Empirical study on some interconnecting bilayer networks

This manuscript serves as an online supplement of a preprint, which presents a study on a kind of bilayer networks where some nodes (called interconnecting nodes) in two layers merge. A model showing an important general property of the bilayer networks is proposed. Then the analytic discussion of the model is compared with empirical conclusions. We present all the empirical observations in this online supplement.

💡 Research Summary

The paper introduces a novel class of multilayer networks called “interconnecting bilayer networks,” in which a subset of nodes—referred to as interconnecting nodes—are physically merged across two layers. This structural motif differs from the conventional multilayer framework, where layers are linked only by inter‑layer edges; here a single entity simultaneously belongs to both layers, thereby coupling the dynamics and topology of the two networks more tightly. The authors first formalize the concept: let the two layers be graphs G¹(V¹,E¹) and G²(V²,E²). The set of common nodes C⊆V¹∩V² defines the interconnection, and the interconnection ratio ρ=|C|/(|V¹|+|V²|−|C|) quantifies how many nodes are shared. Each layer is assumed to follow a generic degree distribution (e.g., power‑law or Poisson), and the degrees of a common node in the two layers, k¹ and k², are treated as independent random variables drawn from the respective marginal distributions.

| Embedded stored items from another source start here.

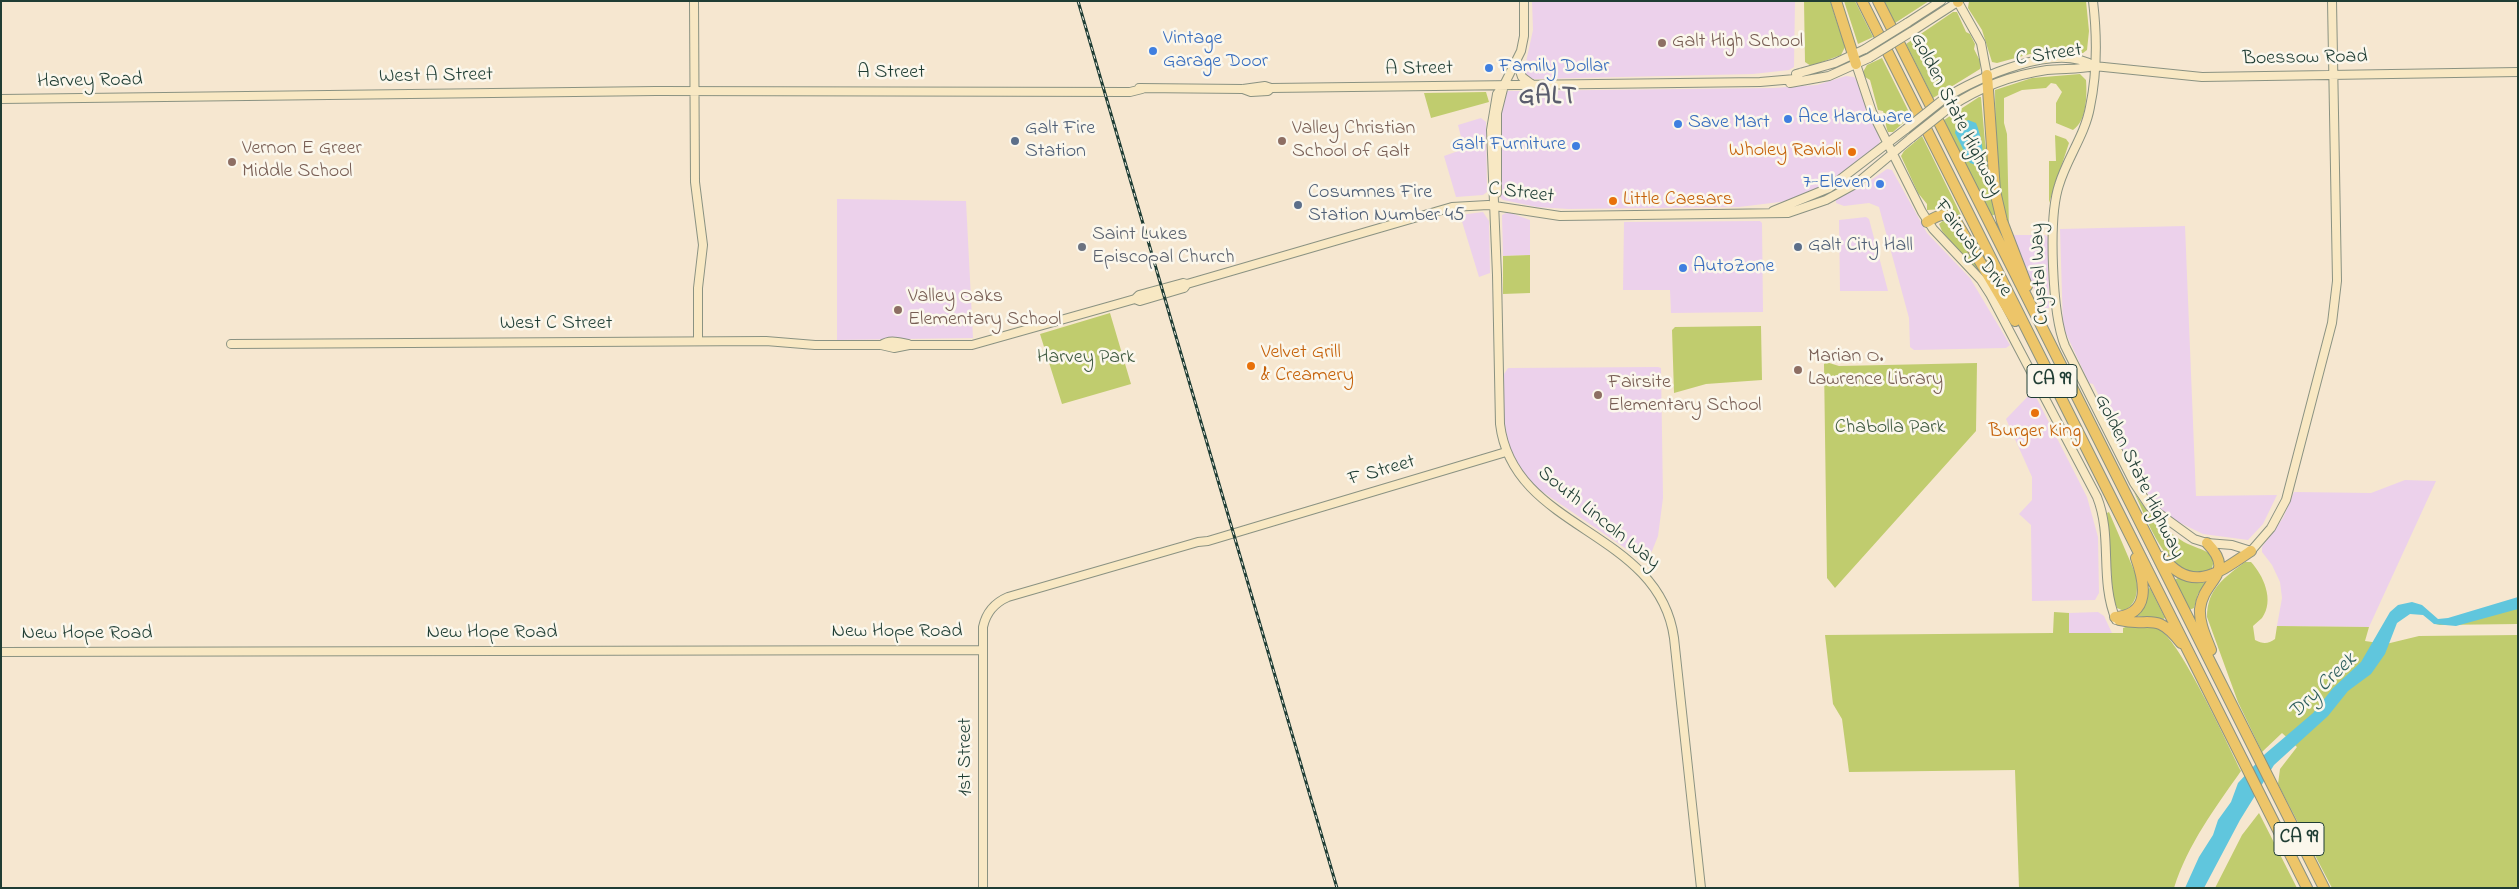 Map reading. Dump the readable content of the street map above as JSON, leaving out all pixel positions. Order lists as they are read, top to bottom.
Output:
{
  "streets": {
    "highway": ["Golden State Highway", "CA 99"],
    "street": [
      "C Street",
      "Boessow Road",
      "A Street",
      "West A Street",
      "Harvey Road",
      "Fairway Drive",
      "Crystal Way",
      "West C Street",
      "F Street",
      "South Lincoln Way",
      "New Hope Road",
      "1st Street"
    ]
  },
  "crossings": [
    ["C Street", "Boessow Road"],
    ["C Street", "Fairway Drive"],
    ["C Street", "Crystal Way"],
    ["C Street", "West C Street"],
    ["C Street", "South Lincoln Way"],
    ["Boessow Road", "Crystal Way"],
    ["A Street", "West A Street"],
    ["A Street", "Fairway Drive"],
    ["A Street", "South Lincoln Way"],
    ["West A Street", "Harvey Road"],
    ["F Street", "South Lincoln Way"],
    ["F Street", "1st Street"],
    ["New Hope Road", "1st Street"]
  ],
  "districts": ["GALT"],
  "water": ["Dry Creek"],
  "parks": ["Harvey Park", "Chabolla Park"],
  "places": [
    "Galt High School",
    "Vintage Garage Door",
    "Family Dollar",
    "Ace Hardware",
    "Save Mart",
    "Galt Fire Station",
    "Valley Christian School of Galt",
    "Galt Furniture",
    "Wholey Ravioli",
    "Vernon E Greer Middle School",
    "7-Eleven",
    "Little Caesars",
    "Cosumnes Fire Station Number 45",
    "Saint Lukes Episcopal Church",
    "Galt City Hall",
    "AutoZone",
    "Valley Oaks Elementary School",
    "Velvet Grill & Creamery",
    "Marian O. Lawrence Library",
    "Fairsite Elementary School",
    "Burger King"
  ]
}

A central analytical result is the derivation of the degree‑correlation coefficient σ=⟨k¹k²⟩/(⟨k¹⟩⟨k²⟩) as a function of ρ. Under the independence assumption, σ decreases monotonically with ρ, and for small ρ it drops sharply, indicating a “degree‑asymmetry” regime: a node that is a hub in one layer is typically a low‑degree peripheral node in the other. Moreover, the average degree of interconnecting nodes ⟨k_C⟩ is shown to be significantly larger than the overall average degree ⟨k⟩, highlighting the role of these nodes as potential bottlenecks or conduits for flow across layers.

To validate the theory, the authors compile seven empirical datasets spanning transportation (urban road vs. public‑transit networks, airline vs. railway), biology (protein‑protein interaction vs. metabolic networks), social communication (online friendship vs. instant‑messaging), infrastructure (power grid vs. communication), finance (transaction vs. credit‑rating), and ecology (food web vs. habitat connectivity). For each dataset they identify the two layers, extract the common node set, and compute ρ, σ, and ⟨k_C⟩. The empirical σ‑ρ curves align closely with the analytical prediction, especially in the critical interval ρ≈0.08–0.12 where σ exhibits a pronounced decline—a transition that is consistently observed across all domains.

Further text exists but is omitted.